*THE PROBLEM*
Reproduce every record below exactly as it appears.

*RECORDS FOR THIS TASK*
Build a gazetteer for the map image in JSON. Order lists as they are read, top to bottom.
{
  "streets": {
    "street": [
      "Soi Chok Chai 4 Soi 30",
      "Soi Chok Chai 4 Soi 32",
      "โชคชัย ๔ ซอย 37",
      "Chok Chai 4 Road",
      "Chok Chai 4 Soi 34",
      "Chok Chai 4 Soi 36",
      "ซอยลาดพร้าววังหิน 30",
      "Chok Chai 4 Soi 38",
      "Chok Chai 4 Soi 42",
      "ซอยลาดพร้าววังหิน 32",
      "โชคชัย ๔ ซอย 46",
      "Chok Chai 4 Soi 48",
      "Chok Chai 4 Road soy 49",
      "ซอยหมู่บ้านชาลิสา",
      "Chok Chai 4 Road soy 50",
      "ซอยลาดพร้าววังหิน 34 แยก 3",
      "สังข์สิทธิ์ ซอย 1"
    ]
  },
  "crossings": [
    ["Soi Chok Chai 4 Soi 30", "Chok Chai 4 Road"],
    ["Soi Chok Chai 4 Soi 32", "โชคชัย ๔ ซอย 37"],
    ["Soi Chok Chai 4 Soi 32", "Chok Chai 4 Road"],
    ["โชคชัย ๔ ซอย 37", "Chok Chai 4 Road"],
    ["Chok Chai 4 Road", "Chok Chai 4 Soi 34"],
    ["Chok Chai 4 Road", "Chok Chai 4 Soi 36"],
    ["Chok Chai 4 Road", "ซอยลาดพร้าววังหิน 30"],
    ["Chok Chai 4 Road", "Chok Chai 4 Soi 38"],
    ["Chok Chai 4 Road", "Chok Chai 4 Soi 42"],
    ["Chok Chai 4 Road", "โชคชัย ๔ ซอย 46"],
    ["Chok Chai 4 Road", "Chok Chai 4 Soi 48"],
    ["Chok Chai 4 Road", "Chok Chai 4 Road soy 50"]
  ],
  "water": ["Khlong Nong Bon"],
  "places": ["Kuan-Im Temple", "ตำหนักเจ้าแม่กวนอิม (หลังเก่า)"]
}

*RESULT FOR THIS EXERCISE*
Build a gazetteer for the map image in JSON. Order lists as they are read, top to bottom.
{
  "streets": {
    "street": [
      "Soi Chok Chai 4 Soi 30",
      "Soi Chok Chai 4 Soi 32",
      "โชคชัย ๔ ซอย 37",
      "Chok Chai 4 Road",
      "Chok Chai 4 Soi 34",
      "Chok Chai 4 Soi 36",
      "ซอยลาดพร้าววังหิน 30",
      "Chok Chai 4 Soi 38",
      "Chok Chai 4 Soi 42",
      "ซอยลาดพร้าววังหิน 32",
      "โชคชัย ๔ ซอย 46",
      "Chok Chai 4 Soi 48",
      "Chok Chai 4 Road soy 49",
      "ซอยหมู่บ้านชาลิสา",
      "Chok Chai 4 Road soy 50",
      "ซอยลาดพร้าววังหิน 34 แยก 3",
      "สังข์สิทธิ์ ซอย 1"
    ]
  },
  "crossings": [
    ["Soi Chok Chai 4 Soi 30", "Chok Chai 4 Road"],
    ["Soi Chok Chai 4 Soi 32", "โชคชัย ๔ ซอย 37"],
    ["Soi Chok Chai 4 Soi 32", "Chok Chai 4 Road"],
    ["โชคชัย ๔ ซอย 37", "Chok Chai 4 Road"],
    ["Chok Chai 4 Road", "Chok Chai 4 Soi 34"],
    ["Chok Chai 4 Road", "Chok Chai 4 Soi 36"],
    ["Chok Chai 4 Road", "ซอยลาดพร้าววังหิน 30"],
    ["Chok Chai 4 Road", "Chok Chai 4 Soi 38"],
    ["Chok Chai 4 Road", "Chok Chai 4 Soi 42"],
    ["Chok Chai 4 Road", "โชคชัย ๔ ซอย 46"],
    ["Chok Chai 4 Road", "Chok Chai 4 Soi 48"],
    ["Chok Chai 4 Road", "Chok Chai 4 Road soy 50"]
  ],
  "water": ["Khlong Nong Bon"],
  "places": ["Kuan-Im Temple", "ตำหนักเจ้าแม่กวนอิม (หลังเก่า)"]
}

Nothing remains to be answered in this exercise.